Animal welfare issues are plausibly getting worse and not better so I’d be less confident to assume it will not be an issue in the future. As the world develops and eats more meat, Compassion in World Farming estimates that annual factory farm land animals killed could increase by 50% over the next 30 years. Assuming people’s expanding moral circle will reverse this trend is dangerous when the animal welfare movement has progressed little over the past few decades (number of vegetarians in US have been flat; there are some animal welfare legislative victories but also setbacks like ag-gag rules). Innovations like clean meat could help but it is still early, and there are also ways technology can make things even worse. Assuming animal welfare issues remain as they currently are (neither deteriorating nor improving) seems to me a plausible and more responsible projection.

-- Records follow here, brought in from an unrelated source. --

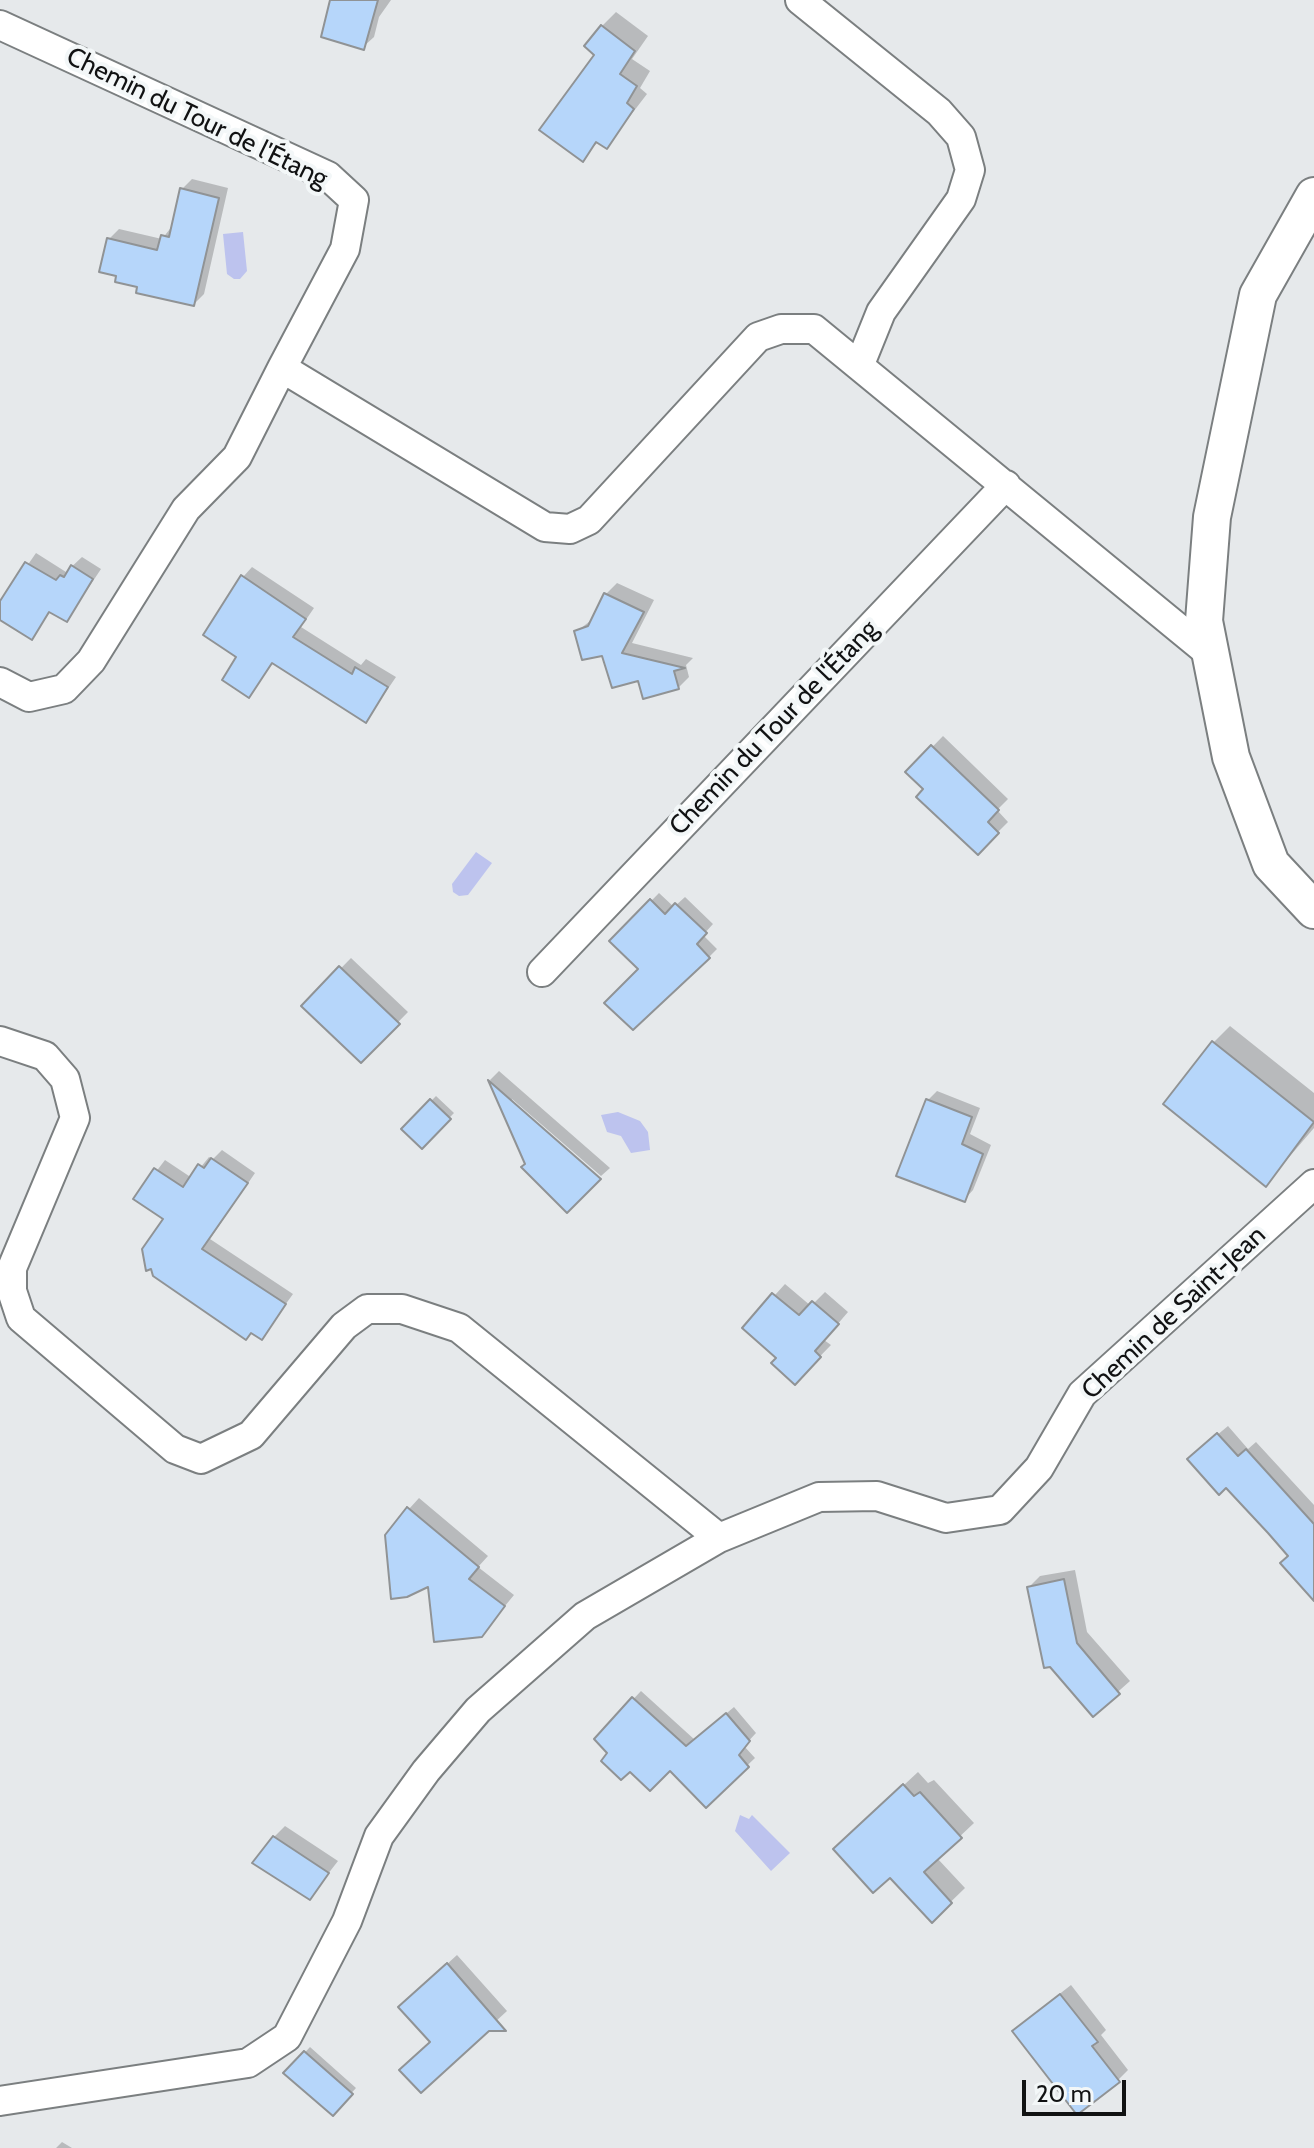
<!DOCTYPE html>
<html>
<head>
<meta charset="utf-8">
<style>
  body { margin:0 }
  #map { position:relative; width:1314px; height:2148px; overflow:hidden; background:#e6e9eb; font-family:Cabin,sans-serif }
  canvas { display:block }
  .scale { position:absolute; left:1022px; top:2080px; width:104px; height:36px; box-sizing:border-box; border:4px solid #111213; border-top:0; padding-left:10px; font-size:24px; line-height:28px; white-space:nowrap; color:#111213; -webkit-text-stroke:6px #f3f7f8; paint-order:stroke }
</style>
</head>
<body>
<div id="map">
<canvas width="1314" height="2148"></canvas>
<div class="scale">20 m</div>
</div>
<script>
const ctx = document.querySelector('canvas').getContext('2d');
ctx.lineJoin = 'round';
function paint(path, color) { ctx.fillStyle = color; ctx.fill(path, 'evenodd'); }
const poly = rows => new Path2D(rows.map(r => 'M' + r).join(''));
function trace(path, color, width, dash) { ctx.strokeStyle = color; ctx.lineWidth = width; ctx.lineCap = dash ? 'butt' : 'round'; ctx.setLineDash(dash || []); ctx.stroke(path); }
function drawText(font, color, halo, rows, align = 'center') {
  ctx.font = font + ' Cabin,sans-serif'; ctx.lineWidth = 8; ctx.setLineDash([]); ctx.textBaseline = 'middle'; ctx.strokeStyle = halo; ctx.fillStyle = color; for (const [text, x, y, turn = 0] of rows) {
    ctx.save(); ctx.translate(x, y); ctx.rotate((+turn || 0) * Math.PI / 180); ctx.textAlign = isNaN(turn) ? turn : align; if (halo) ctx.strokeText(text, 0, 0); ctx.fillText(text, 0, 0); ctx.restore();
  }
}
paint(poly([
  [243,232,247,271,240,279,234,279,227,274,223,234],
  [476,852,492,863,468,895,459,896,453,892,452,884],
  [618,1112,640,1121,648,1132,650,1150,631,1153,621,1136,607,1132,601,1115],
  [740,1815,749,1819,752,1815,790,1853,771,1871,735,1831]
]), '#bdc3ee');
paint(poly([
  [332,0,391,0,379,17,374,37,363,47],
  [616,12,648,36,632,59,650,71,640,88,647,94,607,146,599,141,582,159,602,26],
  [192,179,228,188,204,294,194,304,140,286,109,239,119,229,162,239,173,225,182,189],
  [36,553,66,572,82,557,101,569,67,620,51,611,31,637,0,618,0,605],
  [252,567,314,608,301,627,361,665,366,659,396,677,366,721,274,662,249,695,239,656,243,577],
  [617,583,654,600,632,643,693,658,686,665,689,677,678,688,639,678,576,632,594,618,606,594],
  [943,736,1008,799,997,810,1008,822,978,852,908,772],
  [659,893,674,907,685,897,713,924,703,935,717,949,682,984,641,969,612,941],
  [351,958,408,1012,361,1060,304,1006],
  [1230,1026,1314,1093,1314,1128,1266,1184,1213,1043],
  [499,1071,610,1168,601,1176,512,1099,527,1164,490,1080],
  [937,1091,980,1108,970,1134,991,1145,973,1190,964,1200,928,1100],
  [436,1096,454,1113,422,1146,404,1129],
  [222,1150,255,1173,210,1239,293,1294,262,1337,166,1218,136,1198,165,1160,192,1178,209,1157,213,1159],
  [785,1284,811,1306,825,1292,848,1312,824,1340,831,1345,795,1382,779,1358,745,1328],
  [1228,1426,1248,1449,1256,1442,1314,1505,1314,1593,1291,1556,1199,1450],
  [419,1498,488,1556,478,1567,514,1595,481,1635,430,1584,409,1509],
  [1075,1570,1087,1632,1130,1681,1093,1714,1029,1587,1040,1576],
  [641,1691,695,1740,734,1707,756,1733,744,1746,755,1758,706,1805,670,1768,610,1753,596,1739],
  [918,1772,928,1783,934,1780,974,1823,937,1858,965,1888,932,1920,849,1836],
  [285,1826,338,1861,310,1897,274,1837],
  [457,1955,507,2011,421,2090,433,2041,411,1997],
  [1071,1985,1106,2030,1101,2035,1128,2070,1118,2080,1025,2021],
  [310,2047,356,2088,333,2113,286,2073],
  [62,2142,72,2148,56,2148]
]), '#0003');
const building = poly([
  [330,0,378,0,364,50,321,37,330,0],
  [601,25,635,51,620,74,637,86,627,103,634,109,607,149,596,142,583,162,539,130,594,55,584,46,601,25],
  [180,188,219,198,194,306,136,293,137,287,115,282,116,276,99,272,107,238,157,250,161,235,169,237,180,188],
  [25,562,56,580,60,575,64,577,71,565,93,579,67,622,49,612,32,640,0,620,0,601,25,562],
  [241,575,306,619,293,637,352,674,355,667,388,687,366,723,272,663,249,698,222,680,236,657,203,635,241,575],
  [604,593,644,612,622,653,685,668,674,671,679,689,643,699,638,681,612,688,602,656,582,660,574,631,588,626,604,593],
  [931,745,999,810,988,822,999,833,978,855,916,797,923,789,905,772,931,745],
  [650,899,665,914,675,903,707,933,697,944,710,958,633,1030,604,1003,638,969,609,941,650,899],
  [339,966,400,1024,361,1063,301,1006,339,966],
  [1212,1041,1314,1122,1266,1187,1163,1104,1212,1041],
  [488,1080,601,1179,567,1213,521,1167,525,1164,488,1080],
  [430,1099,451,1119,422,1149,401,1129,430,1099],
  [926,1099,972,1117,962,1144,983,1154,965,1202,896,1176,926,1099],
  [211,1158,248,1183,202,1249,286,1304,262,1340,251,1333,246,1340,153,1276,151,1269,146,1271,142,1249,163,1219,133,1199,154,1168,183,1187,198,1164,204,1168,211,1158],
  [772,1293,799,1315,812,1301,839,1324,815,1351,821,1357,795,1385,771,1363,776,1358,742,1328,772,1293],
  [1217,1433,1238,1456,1246,1449,1314,1524,1314,1601,1280,1563,1288,1556,1268,1533,1226,1488,1219,1495,1187,1459,1217,1433],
  [407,1507,479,1567,469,1579,505,1606,482,1637,434,1642,428,1587,407,1597,391,1599,385,1535,407,1507],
  [1064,1579,1077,1643,1120,1694,1093,1717,1050,1667,1044,1668,1027,1587,1064,1579],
  [632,1697,686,1746,726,1713,750,1741,739,1755,749,1767,706,1808,670,1771,650,1791,630,1772,621,1780,601,1761,607,1753,594,1739,632,1697],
  [903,1784,914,1796,920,1792,962,1838,924,1872,952,1903,932,1923,890,1878,873,1893,833,1849,903,1784],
  [273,1836,329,1873,310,1900,252,1863,273,1836],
  [447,1963,506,2031,489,2031,421,2093,399,2070,430,2042,398,2007,447,1963],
  [1060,1994,1098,2042,1092,2046,1120,2082,1077,2115,1012,2031,1060,1994],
  [304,2051,353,2094,333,2116,283,2073,304,2051]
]);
paint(building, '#b6d6fa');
trace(building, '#909395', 2);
const minor = poly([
  [800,0,939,112,961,137,970,170,961,199,881,312,860,364],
  [0,25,328,176,354,200,345,249,282,368,545,527,570,529,589,520,758,337,781,329,814,329,1210,654],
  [0,682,29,697,64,689,91,661,186,509,237,457,282,368],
  [542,972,1006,485],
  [0,1041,45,1056,65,1079,75,1118,12,1268,12,1291,21,1318,175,1449,201,1459,251,1435,344,1326,367,1309,402,1309,459,1328,719,1538],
  [0,2101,248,2063,287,2037,347,1921,379,1836,426,1771,478,1710,585,1616,719,1538,819,1497,877,1496,946,1518,1000,1510,1039,1468,1082,1394,1314,1184]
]);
const tertiary = poly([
  [1314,196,1258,295,1212,517,1204,621,1231,757,1271,864,1314,910]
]);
trace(minor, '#7b7f80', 32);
trace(tertiary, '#7b7f80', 40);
trace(minor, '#fff', 28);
trace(tertiary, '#fff', 36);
drawText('26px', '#111213', '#f3f7f8', [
  ["Chemin du Tour de l'Étang",197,118,26],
  ["Chemin du Tour de l'Étang",774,728,-46],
  ["Chemin de Saint-Jean",1174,1313,-43]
]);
</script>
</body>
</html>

If so, for the Long Term Future EA Fund, let’s assume the Animal Welfare EA Fund “offset ratio” (to account for the meat eater problem) is the same for future generations as it is for the current generation. Based on your blog’s estimate of a nickel a day, it costs a person ~$1000 to offset a lifetime of meat consumption ($0.05/day x 365 days/year x 50 years). It seems your estimate is for people living in rich countries though, so maybe 30% of that or ~$300 is more applicable to the average human. This can be compared to the Long Term Future Fund’s expected cost effectiveness of saving a human life (for just the current generation). I’ve seen one estimate that assumes a reduction in x-risk of 1% for $70 billion dollars spent (again for the current generation only). This leads to ~$1000 per human life saved ($70 billion / 7 billion humans / 1%). If so, the meat eater problem offset ratio for the Long Term Future Fund is very roughly ~30% (~$300 offset per life saved / ~$1000 to save a life).
Let’s apply a similar logic to the Global Health EA Fund. Instead of ~$1000 to offset a lifetime of meat consumption, let’s assume 10% of that for someone living in extreme poverty, or ~$100. GiveWell estimates that AMF can save a life for ~$3000, leading to an offset ratio of ~3% (~$100 offset per life saved / ~$3000 to save a life). This is two orders of magnitude larger than your comment response (of 0.008% ~ 0.04% from $0.08 ~ $0.4 / $1000). One reason might be because you’re only accounting for one year of the meat eater problem when I’ve accounted for a lifetime’s worth of impact (which I believe is the more complete counterfactual comparison). However, I’ve not had a chance to dive into your spreadsheet so I could be mis-using your results. Any corrections or reactions are much appreciated!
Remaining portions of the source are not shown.